*Try it*. Look through the lines below and extract each one that contains "nowrap".

Stored data:
»»
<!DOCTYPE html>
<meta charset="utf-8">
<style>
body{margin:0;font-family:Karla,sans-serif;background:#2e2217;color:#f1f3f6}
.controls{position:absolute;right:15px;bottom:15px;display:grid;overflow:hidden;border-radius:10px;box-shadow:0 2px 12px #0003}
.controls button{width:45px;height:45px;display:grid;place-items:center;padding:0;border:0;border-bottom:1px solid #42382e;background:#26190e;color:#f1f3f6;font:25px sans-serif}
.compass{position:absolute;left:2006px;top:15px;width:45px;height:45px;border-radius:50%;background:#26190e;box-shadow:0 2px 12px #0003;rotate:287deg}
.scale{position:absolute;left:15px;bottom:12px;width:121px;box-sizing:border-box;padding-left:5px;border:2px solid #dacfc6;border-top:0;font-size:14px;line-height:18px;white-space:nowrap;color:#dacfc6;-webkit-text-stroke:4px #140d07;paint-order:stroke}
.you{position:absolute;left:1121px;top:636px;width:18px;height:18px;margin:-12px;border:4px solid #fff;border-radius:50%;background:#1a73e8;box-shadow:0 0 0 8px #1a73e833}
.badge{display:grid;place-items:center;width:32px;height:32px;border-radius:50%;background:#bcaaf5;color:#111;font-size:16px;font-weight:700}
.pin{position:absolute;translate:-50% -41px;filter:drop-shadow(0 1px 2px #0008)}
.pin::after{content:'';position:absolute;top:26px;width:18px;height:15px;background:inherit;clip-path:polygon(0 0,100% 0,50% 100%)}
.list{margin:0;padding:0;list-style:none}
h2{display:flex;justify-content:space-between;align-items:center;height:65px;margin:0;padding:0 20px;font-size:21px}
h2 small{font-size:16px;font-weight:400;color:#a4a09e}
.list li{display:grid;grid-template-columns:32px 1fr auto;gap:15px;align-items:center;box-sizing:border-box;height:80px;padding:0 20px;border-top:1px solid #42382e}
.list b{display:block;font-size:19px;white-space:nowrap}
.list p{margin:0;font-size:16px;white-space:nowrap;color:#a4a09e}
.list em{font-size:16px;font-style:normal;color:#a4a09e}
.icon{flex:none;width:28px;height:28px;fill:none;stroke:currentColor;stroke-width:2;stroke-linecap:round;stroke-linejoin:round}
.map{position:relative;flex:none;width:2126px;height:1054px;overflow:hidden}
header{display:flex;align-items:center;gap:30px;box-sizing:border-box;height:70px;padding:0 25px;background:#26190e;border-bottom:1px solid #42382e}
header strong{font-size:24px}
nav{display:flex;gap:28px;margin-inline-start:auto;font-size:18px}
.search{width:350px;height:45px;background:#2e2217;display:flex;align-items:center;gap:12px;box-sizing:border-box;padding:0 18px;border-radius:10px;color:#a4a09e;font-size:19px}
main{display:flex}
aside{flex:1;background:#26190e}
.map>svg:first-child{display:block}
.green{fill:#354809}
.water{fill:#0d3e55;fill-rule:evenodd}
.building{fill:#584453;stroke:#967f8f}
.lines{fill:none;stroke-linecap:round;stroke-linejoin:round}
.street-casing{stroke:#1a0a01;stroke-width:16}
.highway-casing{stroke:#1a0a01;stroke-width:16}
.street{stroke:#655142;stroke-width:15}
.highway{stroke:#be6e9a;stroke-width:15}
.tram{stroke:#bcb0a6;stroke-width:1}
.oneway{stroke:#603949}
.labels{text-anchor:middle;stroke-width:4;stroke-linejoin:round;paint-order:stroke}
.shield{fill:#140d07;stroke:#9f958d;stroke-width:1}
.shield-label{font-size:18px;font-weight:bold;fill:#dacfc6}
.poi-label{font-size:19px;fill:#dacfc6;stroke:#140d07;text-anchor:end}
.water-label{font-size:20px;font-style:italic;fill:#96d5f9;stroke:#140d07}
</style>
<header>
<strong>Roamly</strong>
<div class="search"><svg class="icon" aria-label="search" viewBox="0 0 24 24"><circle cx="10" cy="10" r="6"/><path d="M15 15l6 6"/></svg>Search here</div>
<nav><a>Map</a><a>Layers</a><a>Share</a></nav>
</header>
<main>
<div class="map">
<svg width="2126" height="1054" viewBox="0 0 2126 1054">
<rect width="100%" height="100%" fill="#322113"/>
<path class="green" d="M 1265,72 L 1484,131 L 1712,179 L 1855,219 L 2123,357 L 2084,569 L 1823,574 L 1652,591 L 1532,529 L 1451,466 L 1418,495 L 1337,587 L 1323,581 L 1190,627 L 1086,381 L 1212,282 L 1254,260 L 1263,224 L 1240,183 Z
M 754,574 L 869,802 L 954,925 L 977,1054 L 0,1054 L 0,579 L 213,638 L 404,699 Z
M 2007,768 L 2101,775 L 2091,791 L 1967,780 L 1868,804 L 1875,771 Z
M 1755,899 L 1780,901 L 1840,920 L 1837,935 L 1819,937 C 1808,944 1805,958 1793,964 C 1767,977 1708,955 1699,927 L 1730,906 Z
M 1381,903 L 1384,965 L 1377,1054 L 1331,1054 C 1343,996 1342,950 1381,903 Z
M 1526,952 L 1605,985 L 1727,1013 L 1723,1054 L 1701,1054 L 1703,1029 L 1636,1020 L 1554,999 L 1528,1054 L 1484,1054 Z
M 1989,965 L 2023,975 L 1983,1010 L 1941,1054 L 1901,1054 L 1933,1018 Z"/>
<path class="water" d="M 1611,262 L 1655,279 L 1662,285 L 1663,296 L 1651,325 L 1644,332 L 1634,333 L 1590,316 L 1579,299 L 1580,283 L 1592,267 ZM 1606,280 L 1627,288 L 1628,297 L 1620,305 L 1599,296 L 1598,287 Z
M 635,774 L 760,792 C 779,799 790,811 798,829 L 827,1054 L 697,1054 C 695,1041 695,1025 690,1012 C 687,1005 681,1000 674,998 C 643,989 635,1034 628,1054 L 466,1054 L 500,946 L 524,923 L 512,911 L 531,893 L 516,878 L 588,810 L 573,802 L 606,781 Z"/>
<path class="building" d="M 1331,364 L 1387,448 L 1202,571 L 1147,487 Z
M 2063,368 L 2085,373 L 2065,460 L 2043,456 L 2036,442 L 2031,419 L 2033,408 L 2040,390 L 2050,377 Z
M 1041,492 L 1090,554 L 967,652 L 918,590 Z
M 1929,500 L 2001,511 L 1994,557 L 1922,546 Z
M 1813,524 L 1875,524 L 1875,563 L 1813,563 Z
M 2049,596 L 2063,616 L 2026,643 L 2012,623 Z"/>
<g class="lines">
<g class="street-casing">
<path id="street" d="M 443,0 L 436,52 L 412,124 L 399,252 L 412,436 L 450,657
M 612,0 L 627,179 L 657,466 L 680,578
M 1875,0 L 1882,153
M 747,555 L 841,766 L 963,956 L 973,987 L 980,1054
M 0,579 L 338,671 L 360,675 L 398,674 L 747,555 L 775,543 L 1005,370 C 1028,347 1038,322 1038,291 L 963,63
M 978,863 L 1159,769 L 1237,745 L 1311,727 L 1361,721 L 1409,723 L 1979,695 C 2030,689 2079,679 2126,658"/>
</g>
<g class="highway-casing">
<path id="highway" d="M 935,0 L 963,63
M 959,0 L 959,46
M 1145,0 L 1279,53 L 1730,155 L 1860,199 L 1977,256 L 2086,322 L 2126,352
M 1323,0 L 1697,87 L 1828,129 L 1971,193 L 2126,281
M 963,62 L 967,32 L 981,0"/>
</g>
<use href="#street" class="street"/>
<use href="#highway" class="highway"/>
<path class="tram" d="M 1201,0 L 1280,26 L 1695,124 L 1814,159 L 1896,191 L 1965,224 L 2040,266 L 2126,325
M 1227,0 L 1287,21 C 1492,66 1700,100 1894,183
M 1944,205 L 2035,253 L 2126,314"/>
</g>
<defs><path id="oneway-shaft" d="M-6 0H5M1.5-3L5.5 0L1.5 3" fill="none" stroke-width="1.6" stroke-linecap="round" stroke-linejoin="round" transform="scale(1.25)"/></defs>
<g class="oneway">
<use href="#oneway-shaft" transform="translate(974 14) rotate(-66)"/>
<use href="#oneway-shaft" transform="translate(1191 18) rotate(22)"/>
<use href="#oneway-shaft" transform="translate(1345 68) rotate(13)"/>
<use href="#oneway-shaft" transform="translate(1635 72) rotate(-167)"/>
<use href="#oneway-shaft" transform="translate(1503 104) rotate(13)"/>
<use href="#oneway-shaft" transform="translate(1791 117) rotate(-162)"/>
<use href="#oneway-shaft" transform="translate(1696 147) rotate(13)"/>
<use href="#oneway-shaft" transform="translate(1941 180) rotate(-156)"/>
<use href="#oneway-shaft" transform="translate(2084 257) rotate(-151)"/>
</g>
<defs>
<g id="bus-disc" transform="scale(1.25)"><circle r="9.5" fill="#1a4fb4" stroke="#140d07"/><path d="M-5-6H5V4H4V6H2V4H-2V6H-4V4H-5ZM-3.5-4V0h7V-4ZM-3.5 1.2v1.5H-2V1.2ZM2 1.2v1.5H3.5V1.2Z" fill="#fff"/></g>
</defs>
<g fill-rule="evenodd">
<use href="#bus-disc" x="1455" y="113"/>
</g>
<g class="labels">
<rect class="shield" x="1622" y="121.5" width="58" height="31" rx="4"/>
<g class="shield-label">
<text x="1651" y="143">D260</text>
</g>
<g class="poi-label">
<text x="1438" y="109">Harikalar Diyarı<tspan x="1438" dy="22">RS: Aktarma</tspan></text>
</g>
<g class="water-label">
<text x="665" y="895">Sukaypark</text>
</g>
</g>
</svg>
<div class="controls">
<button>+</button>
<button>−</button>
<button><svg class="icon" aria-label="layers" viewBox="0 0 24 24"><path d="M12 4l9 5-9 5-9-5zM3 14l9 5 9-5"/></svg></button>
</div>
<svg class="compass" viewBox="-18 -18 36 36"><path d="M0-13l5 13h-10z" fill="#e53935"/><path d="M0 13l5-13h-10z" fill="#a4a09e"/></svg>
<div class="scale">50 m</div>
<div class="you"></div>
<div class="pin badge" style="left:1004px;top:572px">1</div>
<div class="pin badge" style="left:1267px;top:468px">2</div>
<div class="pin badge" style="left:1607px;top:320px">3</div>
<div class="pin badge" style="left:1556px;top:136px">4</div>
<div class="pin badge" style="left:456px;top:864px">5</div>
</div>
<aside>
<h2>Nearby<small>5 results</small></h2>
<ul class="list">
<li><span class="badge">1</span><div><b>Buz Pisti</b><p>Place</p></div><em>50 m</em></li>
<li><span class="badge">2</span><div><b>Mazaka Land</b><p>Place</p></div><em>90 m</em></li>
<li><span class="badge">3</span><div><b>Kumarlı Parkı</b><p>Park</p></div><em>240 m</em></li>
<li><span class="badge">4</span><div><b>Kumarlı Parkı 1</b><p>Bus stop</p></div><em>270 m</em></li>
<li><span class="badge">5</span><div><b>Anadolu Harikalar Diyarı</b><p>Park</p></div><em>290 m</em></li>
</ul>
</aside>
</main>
««
*Exercise output*.
.scale{position:absolute;left:15px;bottom:12px;width:121px;box-sizing:border-box;padding-left:5px;border:2px solid #dacfc6;border-top:0;font-size:14px;line-height:18px;white-space:nowrap;color:#dacfc6;-webkit-text-stroke:4px #140d07;paint-order:stroke}
.list b{display:block;font-size:19px;white-space:nowrap}
.list p{margin:0;font-size:16px;white-space:nowrap;color:#a4a09e}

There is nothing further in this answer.